**Your task**
Whenever a line in the material below contains "Sanderson", copy that line.

====== Available data ======

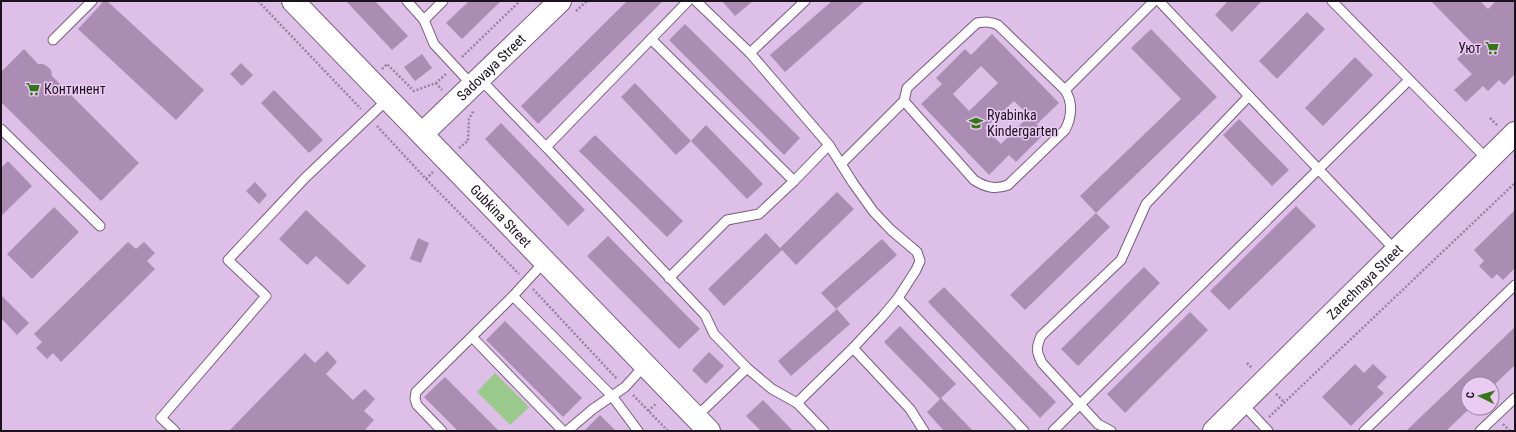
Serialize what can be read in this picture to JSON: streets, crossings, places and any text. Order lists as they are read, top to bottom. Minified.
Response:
{"streets":{"main road":["Sadovaya Street","Gubkina Street","Zarechnaya Street"]},"crossings":[["Sadovaya Street","Gubkina Street"]],"places":{"supermarket":["Уют","Континент"],"school or university":["Ryabinka Kindergarten"]},"north":"left"}
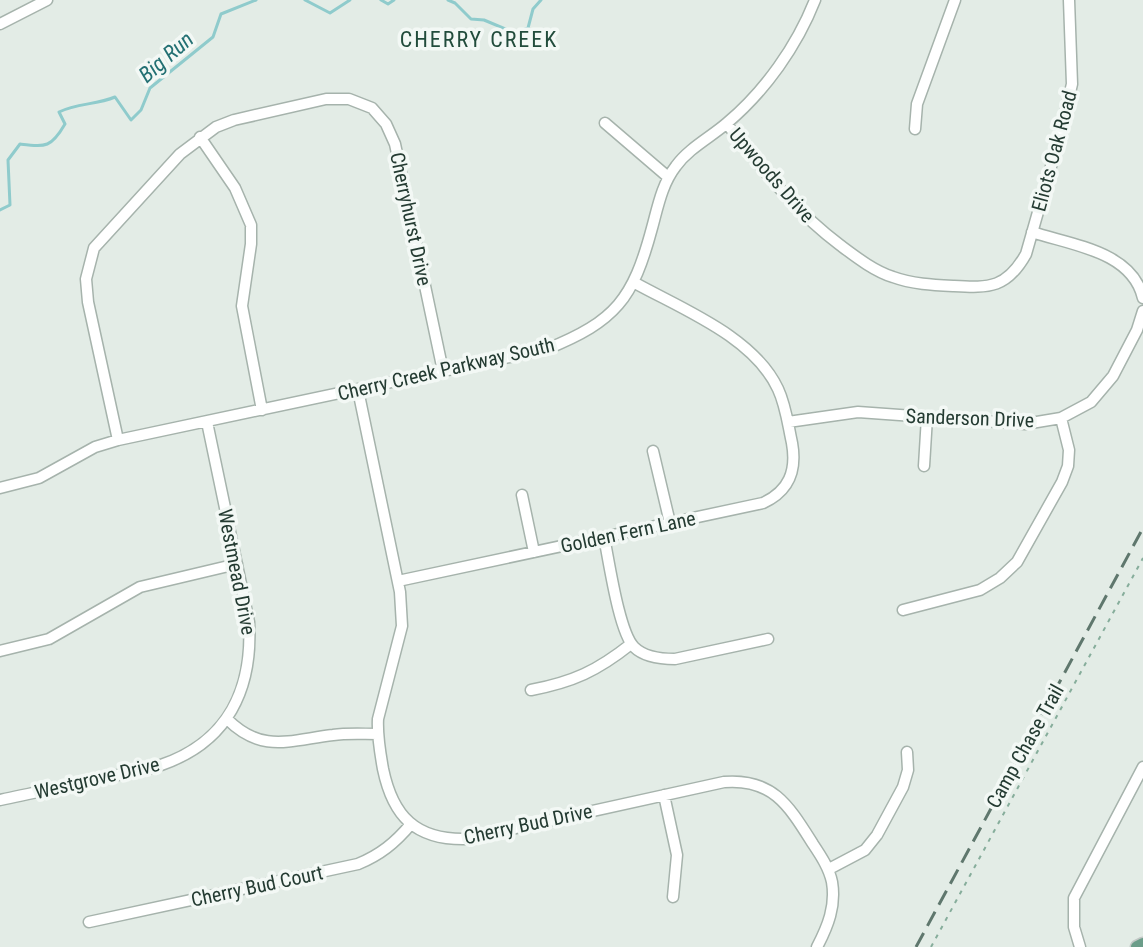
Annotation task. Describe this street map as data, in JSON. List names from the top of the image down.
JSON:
{
  "streets": {
    "street": [
      "Eliots Oak Road",
      "Upwoods Drive",
      "Cherryhurst Drive",
      "Cherry Creek Parkway South",
      "Sanderson Drive",
      "Golden Fern Lane",
      "Westmead Drive",
      "Westgrove Drive",
      "Cherry Bud Drive",
      "Cherry Bud Court"
    ],
    "path": ["Camp Chase Trail"]
  },
  "crossings": [
    ["Eliots Oak Road", "Upwoods Drive"],
    ["Upwoods Drive", "Cherry Creek Parkway South"],
    ["Cherryhurst Drive", "Cherry Creek Parkway South"],
    ["Cherry Creek Parkway South", "Westmead Drive"],
    ["Sanderson Drive", "Golden Fern Lane"],
    ["Westmead Drive", "Westgrove Drive"],
    ["Cherry Bud Drive", "Cherry Bud Court"]
  ],
  "districts": ["CHERRY CREEK"],
  "water": ["Big Run"]
}
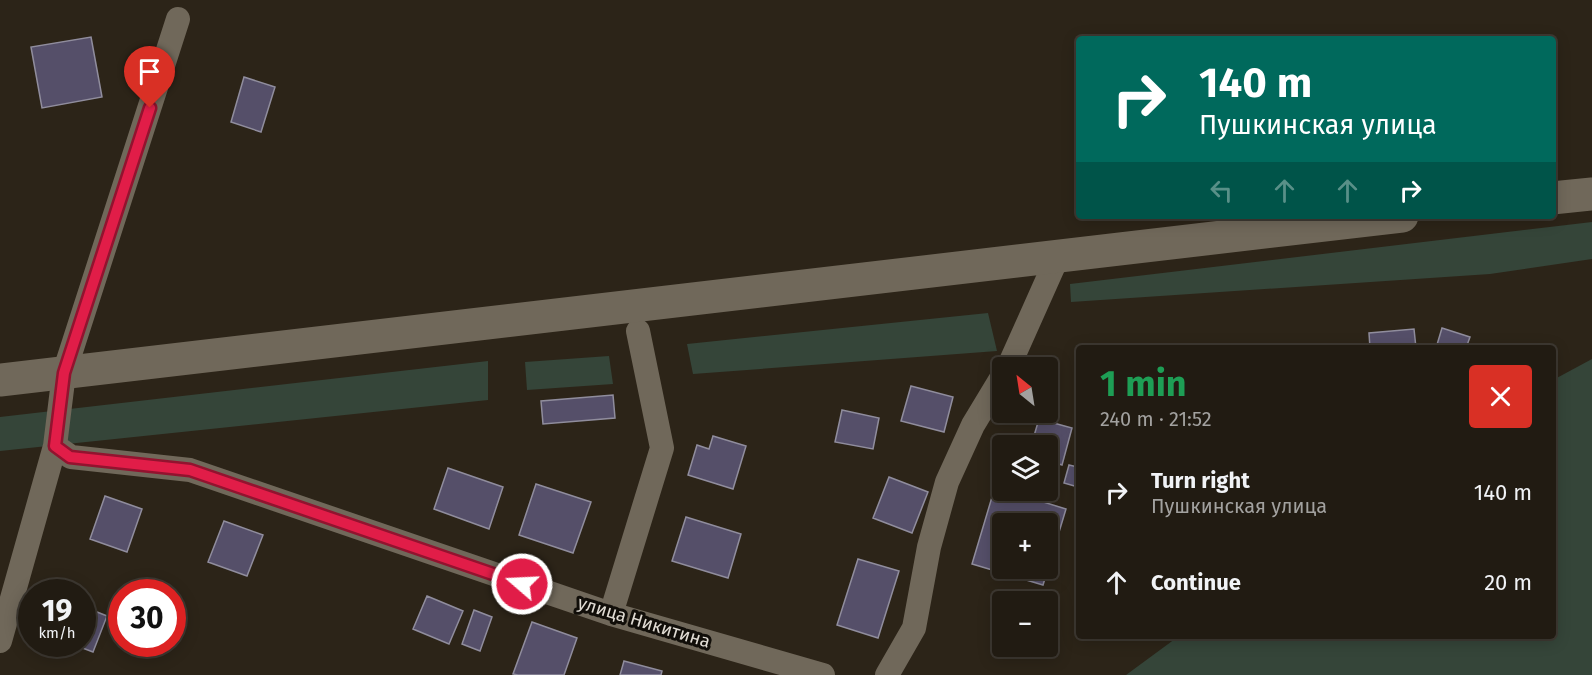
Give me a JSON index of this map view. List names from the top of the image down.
{
  "streets": {
    "street": ["улица Никитина"]
  },
  "north": "top left",
  "page": {
    "turn": ["140 m", "Пушкинская улица"],
    "heading": ["1 min", "240 m · 21:52"],
    "map_buttons": ["+", "−"],
    "list": [
      {
        "name": "Turn right",
        "note": "Пушкинская улица",
        "value": "140 m"
      },
      {
        "name": "Continue",
        "value": "20 m"
      }
    ],
    "speed": "19 km/h",
    "limit": "30"
  }
}
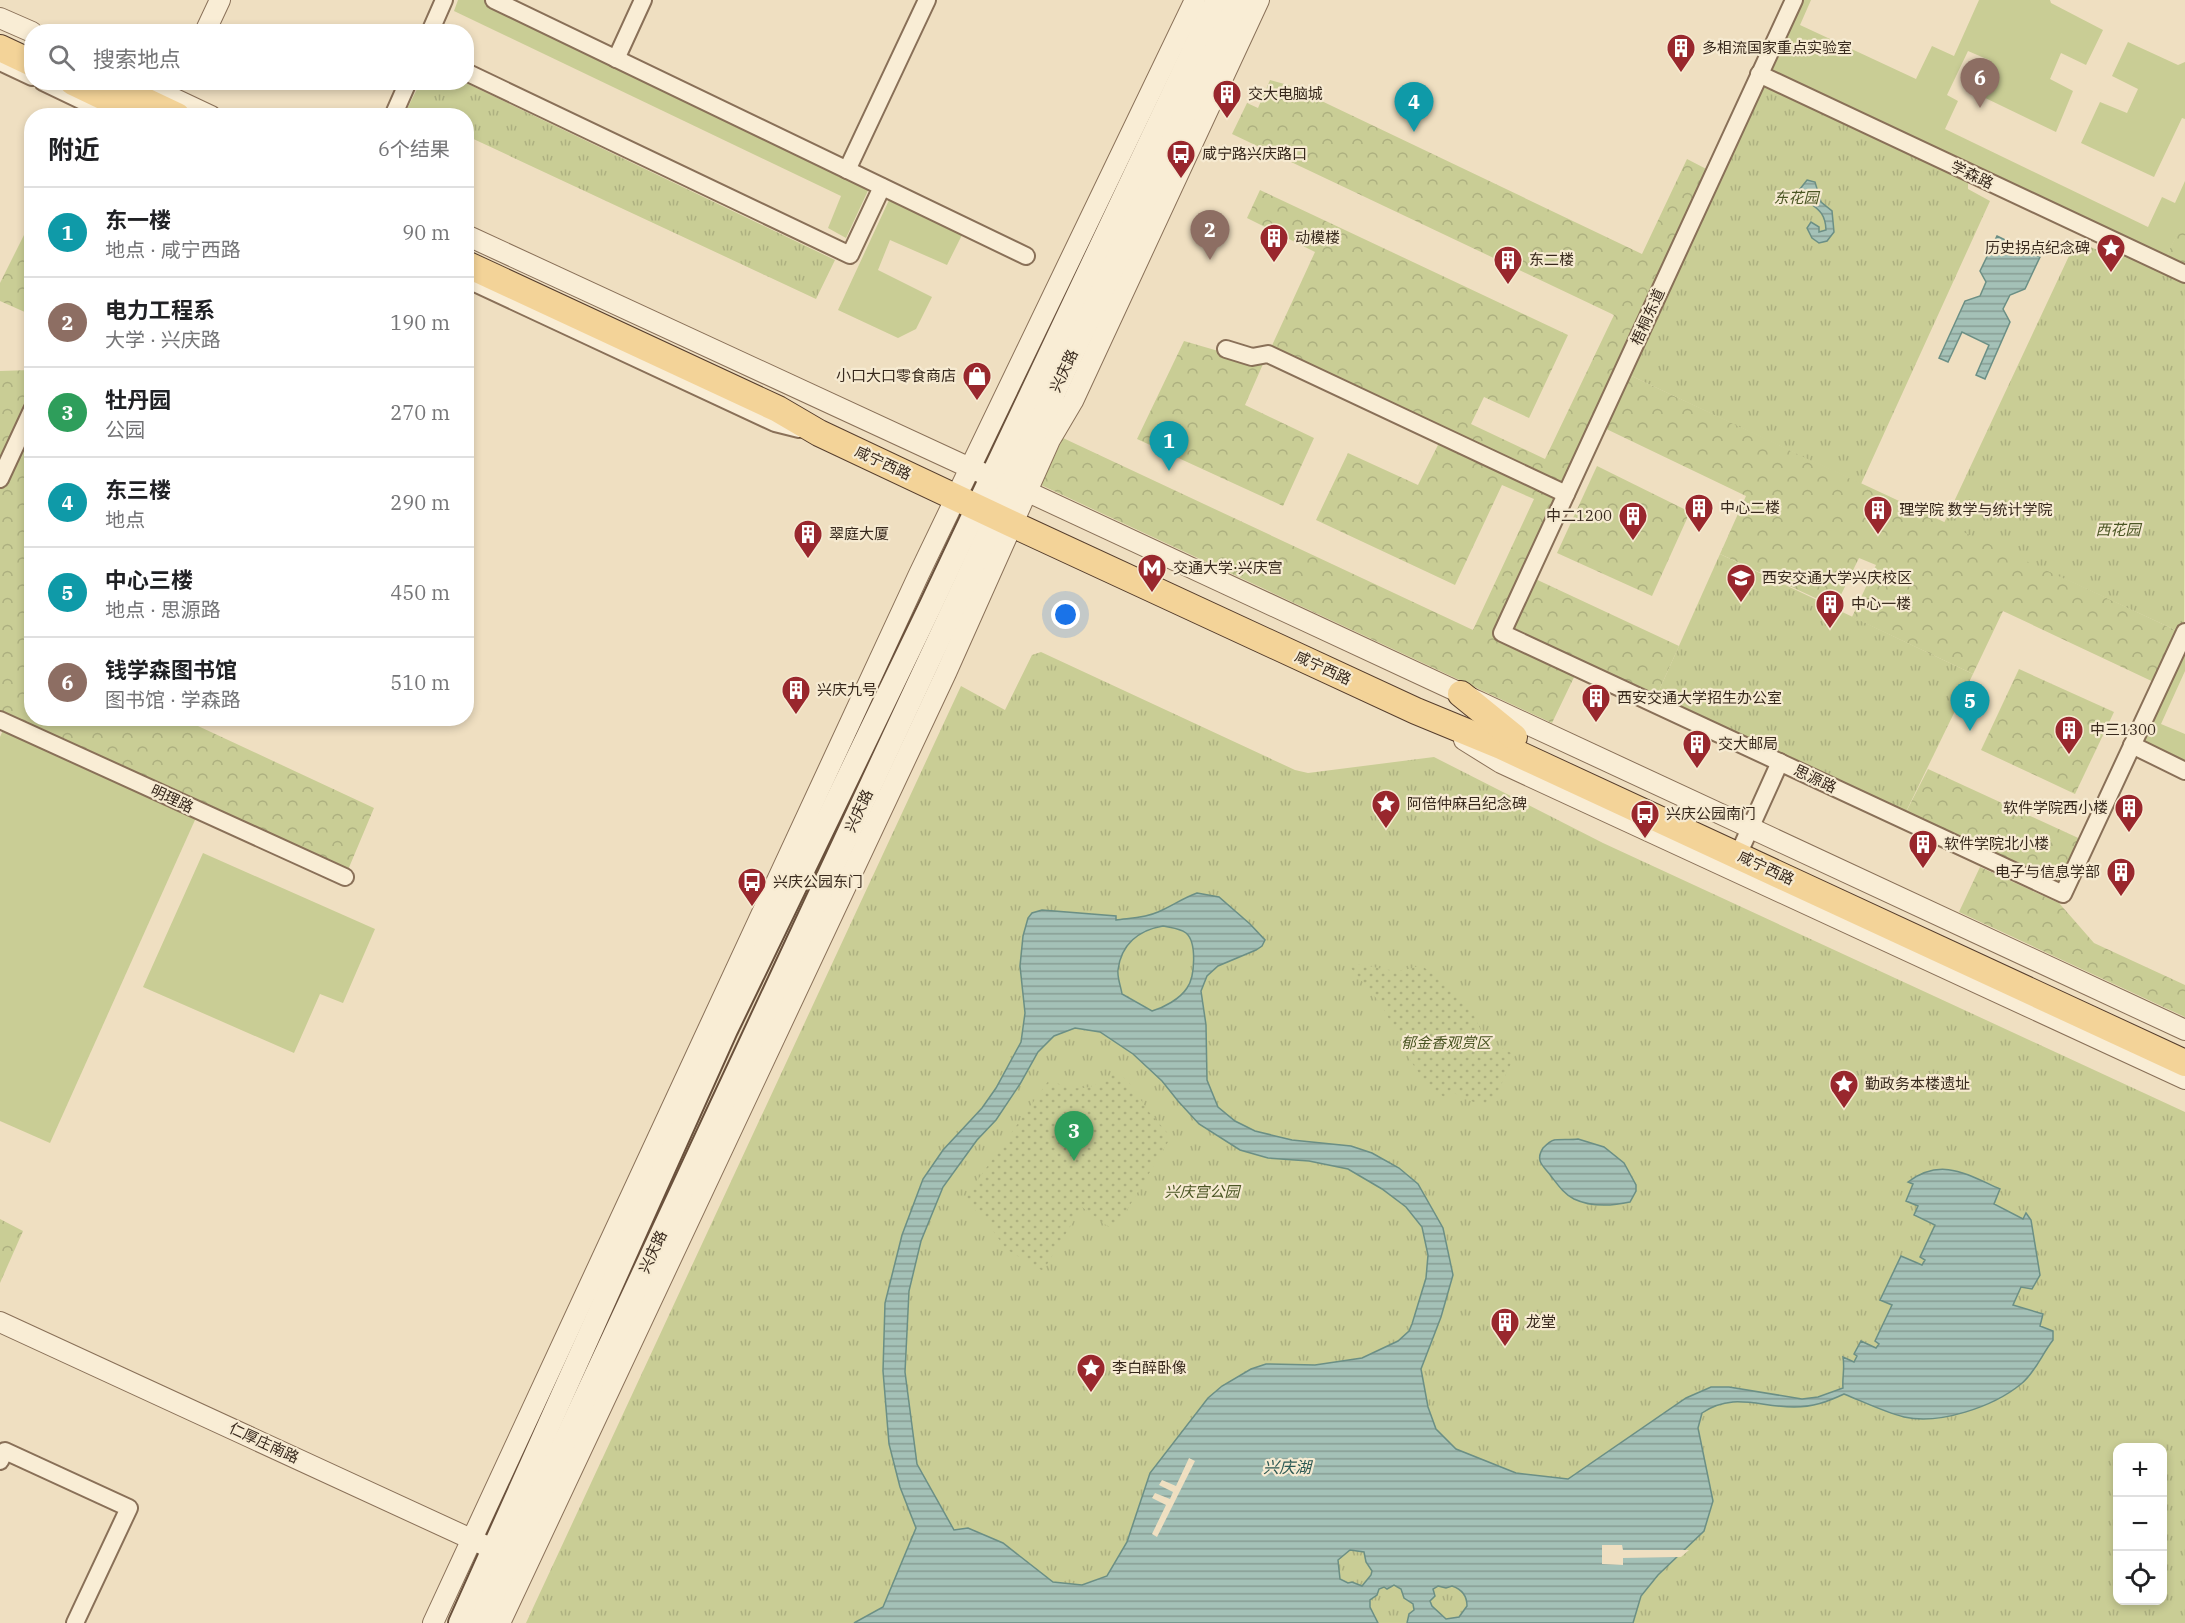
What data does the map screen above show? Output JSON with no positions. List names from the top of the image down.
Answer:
{
  "streets": {
    "main road": ["兴庆路", "咸宁西路"],
    "street": [
      "学森路",
      "梧桐东道",
      "思源路",
      "明理路",
      "仁厚庄南路"
    ]
  },
  "crossings": [
    ["学森路", "梧桐东道"],
    ["梧桐东道", "思源路"],
    ["兴庆路", "咸宁西路"],
    ["兴庆路", "仁厚庄南路"]
  ],
  "water": ["兴庆湖"],
  "parks": [
    "东花园",
    "西花园",
    "郁金香观赏区",
    "兴庆宫公园"
  ],
  "places": {
    "building": [
      "多相流国家重点实验室",
      "交大电脑城",
      "动模楼",
      "东二楼",
      "中心二楼",
      "理学院 数学与统计学院",
      "中二1200",
      "翠庭大厦",
      "中心一楼",
      "兴庆九号",
      "西安交通大学招生办公室",
      "中三1300",
      "交大邮局",
      "软件学院西小楼",
      "软件学院北小楼",
      "电子与信息学部",
      "龙堂"
    ],
    "bus stop": ["咸宁路兴庆路口", "兴庆公园南门", "兴庆公园东门"],
    "place": [
      "历史拐点纪念碑",
      "阿倍仲麻吕纪念碑",
      "勤政务本楼遗址",
      "李白醉卧像"
    ],
    "shop": ["小口大口零食商店"],
    "metro station": ["交通大学·兴庆宫"],
    "school or university": ["西安交通大学兴庆校区"]
  },
  "page": {
    "search": "搜索地点",
    "pins": [
      "6",
      "4",
      "2",
      "1",
      "5",
      "3"
    ],
    "heading": ["附近", "6个结果"],
    "list": [
      {
        "mark": "1",
        "name": "东一楼",
        "note": "地点 · 咸宁西路",
        "value": "90 m"
      },
      {
        "mark": "2",
        "name": "电力工程系",
        "note": "大学 · 兴庆路",
        "value": "190 m"
      },
      {
        "mark": "3",
        "name": "牡丹园",
        "note": "公园",
        "value": "270 m"
      },
      {
        "mark": "4",
        "name": "东三楼",
        "note": "地点",
        "value": "290 m"
      },
      {
        "mark": "5",
        "name": "中心三楼",
        "note": "地点 · 思源路",
        "value": "450 m"
      },
      {
        "mark": "6",
        "name": "钱学森图书馆",
        "note": "图书馆 · 学森路",
        "value": "510 m"
      }
    ],
    "map_buttons": ["+", "−"]
  }
}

======

**Solution to this task**
      "Sanderson Drive",
    ["Sanderson Drive", "Golden Fern Lane"],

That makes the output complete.